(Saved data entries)
=====

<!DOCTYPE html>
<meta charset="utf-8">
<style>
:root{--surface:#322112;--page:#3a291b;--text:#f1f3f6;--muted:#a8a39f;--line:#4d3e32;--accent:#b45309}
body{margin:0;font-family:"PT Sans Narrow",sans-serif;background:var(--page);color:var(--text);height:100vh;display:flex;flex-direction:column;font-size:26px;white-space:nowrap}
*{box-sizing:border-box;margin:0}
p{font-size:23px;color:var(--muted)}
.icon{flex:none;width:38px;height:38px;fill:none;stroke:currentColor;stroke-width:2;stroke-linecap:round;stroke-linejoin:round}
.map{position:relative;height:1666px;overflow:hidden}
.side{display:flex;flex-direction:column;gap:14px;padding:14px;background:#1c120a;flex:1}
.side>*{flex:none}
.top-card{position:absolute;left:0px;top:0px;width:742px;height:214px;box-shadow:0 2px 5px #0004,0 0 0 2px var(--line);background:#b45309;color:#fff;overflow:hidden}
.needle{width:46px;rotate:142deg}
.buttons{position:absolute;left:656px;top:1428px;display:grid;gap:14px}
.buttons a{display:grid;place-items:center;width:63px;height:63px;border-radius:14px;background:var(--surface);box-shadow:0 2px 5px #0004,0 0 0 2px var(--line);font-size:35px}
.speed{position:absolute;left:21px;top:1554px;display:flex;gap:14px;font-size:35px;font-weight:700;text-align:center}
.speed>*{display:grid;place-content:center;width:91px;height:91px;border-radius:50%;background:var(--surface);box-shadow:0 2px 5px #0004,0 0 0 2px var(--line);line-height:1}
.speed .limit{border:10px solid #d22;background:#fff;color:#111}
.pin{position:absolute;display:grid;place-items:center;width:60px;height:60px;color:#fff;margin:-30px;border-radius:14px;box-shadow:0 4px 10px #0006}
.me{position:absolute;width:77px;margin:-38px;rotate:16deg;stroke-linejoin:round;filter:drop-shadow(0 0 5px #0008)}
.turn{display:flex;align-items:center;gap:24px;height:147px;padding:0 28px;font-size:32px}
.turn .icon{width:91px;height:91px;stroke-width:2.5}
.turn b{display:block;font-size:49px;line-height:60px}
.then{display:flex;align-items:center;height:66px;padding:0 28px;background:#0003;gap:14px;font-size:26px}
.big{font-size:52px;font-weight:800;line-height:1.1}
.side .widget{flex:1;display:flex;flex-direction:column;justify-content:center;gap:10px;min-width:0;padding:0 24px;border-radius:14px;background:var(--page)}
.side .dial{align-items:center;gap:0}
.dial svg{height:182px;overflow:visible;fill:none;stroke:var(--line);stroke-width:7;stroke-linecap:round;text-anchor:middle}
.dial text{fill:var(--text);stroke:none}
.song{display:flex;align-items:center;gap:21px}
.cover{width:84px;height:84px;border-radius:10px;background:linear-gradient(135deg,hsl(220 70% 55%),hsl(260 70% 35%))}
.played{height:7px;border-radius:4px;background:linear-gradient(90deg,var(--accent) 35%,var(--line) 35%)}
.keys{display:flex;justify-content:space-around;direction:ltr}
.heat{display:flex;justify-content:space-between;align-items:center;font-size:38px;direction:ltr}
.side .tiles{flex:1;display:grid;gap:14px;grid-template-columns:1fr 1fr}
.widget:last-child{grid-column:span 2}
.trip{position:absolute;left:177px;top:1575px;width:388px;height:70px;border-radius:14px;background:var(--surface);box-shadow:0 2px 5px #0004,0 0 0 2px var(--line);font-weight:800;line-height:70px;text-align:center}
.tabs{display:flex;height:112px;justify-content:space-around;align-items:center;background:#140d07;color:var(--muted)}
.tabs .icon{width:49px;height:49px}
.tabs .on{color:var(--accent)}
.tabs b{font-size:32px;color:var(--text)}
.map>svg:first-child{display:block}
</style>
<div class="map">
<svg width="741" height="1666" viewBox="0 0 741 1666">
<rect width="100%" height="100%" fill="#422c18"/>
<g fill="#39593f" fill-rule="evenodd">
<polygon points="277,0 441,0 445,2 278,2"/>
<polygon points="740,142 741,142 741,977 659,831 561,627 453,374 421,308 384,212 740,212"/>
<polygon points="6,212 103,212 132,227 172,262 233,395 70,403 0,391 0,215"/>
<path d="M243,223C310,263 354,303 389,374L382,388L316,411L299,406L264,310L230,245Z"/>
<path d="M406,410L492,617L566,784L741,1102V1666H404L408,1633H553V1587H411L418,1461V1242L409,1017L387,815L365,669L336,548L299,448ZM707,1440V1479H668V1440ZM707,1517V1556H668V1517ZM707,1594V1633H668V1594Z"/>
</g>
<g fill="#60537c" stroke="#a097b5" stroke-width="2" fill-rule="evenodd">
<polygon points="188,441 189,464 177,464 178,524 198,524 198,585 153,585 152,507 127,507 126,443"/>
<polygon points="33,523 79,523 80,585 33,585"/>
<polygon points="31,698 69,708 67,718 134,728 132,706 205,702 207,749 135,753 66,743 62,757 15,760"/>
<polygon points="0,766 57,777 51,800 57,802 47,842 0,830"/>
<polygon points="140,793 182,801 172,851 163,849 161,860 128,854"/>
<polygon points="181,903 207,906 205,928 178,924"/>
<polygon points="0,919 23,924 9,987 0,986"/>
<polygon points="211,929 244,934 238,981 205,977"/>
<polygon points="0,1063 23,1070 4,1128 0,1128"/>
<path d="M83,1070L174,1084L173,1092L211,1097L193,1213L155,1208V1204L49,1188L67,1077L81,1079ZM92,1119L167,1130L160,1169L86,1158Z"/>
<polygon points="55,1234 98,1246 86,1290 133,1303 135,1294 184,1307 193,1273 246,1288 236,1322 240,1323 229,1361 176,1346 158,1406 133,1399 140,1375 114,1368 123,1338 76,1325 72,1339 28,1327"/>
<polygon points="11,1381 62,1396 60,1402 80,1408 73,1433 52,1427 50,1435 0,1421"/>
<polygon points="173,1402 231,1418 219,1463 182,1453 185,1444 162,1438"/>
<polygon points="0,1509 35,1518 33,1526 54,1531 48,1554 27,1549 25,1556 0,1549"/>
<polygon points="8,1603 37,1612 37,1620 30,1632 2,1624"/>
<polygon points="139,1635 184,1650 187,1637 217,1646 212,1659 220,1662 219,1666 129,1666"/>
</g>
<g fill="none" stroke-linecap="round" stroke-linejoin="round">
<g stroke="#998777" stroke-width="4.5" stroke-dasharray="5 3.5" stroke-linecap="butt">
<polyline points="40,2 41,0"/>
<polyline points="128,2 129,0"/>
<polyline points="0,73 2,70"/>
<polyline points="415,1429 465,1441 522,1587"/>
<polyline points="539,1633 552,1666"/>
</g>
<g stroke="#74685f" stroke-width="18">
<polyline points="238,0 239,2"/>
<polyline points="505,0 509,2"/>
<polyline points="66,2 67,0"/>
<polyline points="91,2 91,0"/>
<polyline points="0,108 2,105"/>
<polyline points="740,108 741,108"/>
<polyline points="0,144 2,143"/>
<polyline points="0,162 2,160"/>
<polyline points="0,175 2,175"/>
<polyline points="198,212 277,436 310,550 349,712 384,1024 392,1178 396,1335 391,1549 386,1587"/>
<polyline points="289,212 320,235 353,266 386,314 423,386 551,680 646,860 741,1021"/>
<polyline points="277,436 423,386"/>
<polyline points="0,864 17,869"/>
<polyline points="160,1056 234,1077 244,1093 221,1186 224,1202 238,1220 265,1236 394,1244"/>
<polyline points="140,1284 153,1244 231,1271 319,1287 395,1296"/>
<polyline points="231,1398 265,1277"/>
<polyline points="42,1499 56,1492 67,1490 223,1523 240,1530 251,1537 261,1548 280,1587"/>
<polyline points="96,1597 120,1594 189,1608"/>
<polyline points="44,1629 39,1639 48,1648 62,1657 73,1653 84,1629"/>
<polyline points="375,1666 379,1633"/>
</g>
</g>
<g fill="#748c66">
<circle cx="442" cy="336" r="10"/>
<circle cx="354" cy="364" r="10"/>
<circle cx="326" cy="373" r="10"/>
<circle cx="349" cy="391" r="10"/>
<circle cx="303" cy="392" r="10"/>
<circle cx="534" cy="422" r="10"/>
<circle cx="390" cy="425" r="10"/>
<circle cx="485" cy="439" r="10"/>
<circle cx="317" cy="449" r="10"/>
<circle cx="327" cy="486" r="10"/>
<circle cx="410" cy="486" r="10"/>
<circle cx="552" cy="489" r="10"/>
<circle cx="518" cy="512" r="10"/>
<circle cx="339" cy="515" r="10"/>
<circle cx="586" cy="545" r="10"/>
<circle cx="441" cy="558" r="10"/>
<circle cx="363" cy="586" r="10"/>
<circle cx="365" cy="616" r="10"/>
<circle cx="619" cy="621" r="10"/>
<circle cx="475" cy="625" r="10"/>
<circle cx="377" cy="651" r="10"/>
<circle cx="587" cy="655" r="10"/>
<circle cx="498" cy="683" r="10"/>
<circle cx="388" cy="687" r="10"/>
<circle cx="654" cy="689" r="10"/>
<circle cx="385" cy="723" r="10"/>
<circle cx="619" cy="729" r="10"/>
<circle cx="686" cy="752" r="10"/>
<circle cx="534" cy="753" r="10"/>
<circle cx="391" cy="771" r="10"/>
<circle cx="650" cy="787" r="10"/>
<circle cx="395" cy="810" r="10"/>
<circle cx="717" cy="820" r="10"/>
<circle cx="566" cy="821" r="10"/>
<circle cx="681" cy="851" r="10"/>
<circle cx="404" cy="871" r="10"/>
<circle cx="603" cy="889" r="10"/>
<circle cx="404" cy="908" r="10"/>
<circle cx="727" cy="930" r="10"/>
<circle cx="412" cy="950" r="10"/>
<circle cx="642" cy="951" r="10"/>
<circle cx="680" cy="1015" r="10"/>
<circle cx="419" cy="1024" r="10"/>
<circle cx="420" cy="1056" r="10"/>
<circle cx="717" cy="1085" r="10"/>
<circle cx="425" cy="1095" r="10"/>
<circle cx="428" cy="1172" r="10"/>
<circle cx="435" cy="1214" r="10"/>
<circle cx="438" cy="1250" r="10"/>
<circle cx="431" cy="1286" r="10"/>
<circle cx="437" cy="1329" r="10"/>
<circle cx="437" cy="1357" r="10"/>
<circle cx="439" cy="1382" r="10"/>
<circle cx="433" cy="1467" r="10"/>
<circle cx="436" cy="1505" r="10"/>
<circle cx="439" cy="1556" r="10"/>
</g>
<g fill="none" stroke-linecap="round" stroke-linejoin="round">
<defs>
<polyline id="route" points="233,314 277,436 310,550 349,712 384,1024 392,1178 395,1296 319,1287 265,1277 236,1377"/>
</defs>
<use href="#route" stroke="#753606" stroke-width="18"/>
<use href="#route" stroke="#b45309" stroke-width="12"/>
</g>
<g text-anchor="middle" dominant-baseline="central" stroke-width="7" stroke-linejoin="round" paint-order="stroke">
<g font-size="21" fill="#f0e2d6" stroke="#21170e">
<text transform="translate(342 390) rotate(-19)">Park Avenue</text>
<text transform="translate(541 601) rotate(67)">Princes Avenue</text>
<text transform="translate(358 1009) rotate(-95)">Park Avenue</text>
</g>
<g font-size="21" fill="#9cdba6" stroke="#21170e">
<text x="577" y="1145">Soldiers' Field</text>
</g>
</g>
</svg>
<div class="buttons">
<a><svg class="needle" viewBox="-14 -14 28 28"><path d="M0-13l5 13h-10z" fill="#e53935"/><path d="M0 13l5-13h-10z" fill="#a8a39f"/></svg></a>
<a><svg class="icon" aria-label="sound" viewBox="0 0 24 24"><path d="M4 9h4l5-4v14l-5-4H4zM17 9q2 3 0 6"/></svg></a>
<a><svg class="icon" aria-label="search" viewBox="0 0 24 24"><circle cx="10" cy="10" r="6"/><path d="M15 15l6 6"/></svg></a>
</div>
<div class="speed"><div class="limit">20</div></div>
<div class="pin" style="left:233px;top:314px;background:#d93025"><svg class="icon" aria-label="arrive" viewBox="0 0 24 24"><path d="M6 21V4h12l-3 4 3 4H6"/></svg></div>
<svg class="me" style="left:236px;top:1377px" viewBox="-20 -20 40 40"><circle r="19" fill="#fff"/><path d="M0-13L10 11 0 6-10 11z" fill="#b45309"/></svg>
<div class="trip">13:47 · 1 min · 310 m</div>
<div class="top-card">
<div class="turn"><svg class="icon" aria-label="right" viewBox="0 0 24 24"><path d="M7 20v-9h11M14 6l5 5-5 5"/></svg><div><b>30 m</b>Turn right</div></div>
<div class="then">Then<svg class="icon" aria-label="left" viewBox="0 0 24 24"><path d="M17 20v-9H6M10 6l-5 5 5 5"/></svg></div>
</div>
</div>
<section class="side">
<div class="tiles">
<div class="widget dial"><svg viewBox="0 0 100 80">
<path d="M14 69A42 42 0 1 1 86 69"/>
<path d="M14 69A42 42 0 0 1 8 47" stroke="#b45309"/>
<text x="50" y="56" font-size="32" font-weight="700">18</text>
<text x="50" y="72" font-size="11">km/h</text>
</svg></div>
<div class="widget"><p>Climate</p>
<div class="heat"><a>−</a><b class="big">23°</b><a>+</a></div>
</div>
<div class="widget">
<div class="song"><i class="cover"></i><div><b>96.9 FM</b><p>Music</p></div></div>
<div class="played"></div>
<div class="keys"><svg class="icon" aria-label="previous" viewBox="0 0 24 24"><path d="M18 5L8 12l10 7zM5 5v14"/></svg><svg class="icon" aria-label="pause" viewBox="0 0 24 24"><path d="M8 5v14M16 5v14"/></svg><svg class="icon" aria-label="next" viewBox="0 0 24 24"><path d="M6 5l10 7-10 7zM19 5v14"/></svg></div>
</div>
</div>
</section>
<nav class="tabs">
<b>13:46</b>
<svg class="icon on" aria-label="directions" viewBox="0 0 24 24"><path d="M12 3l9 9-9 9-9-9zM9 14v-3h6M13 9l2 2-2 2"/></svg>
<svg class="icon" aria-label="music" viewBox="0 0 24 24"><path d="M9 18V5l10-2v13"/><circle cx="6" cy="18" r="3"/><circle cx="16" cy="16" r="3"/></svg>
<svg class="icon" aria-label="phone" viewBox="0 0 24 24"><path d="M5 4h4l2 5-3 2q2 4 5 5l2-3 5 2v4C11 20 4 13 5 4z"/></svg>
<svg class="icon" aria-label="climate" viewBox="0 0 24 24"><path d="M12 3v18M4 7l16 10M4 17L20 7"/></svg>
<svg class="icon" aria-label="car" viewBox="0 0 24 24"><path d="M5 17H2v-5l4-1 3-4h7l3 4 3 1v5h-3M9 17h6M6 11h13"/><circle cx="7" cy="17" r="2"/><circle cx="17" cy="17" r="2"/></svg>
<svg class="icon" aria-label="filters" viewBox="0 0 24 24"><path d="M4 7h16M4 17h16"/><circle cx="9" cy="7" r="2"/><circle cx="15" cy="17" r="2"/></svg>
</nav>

=====

Of all the entries above, how many lines contain "tiles"? Give the number alone.

**Response below:** 2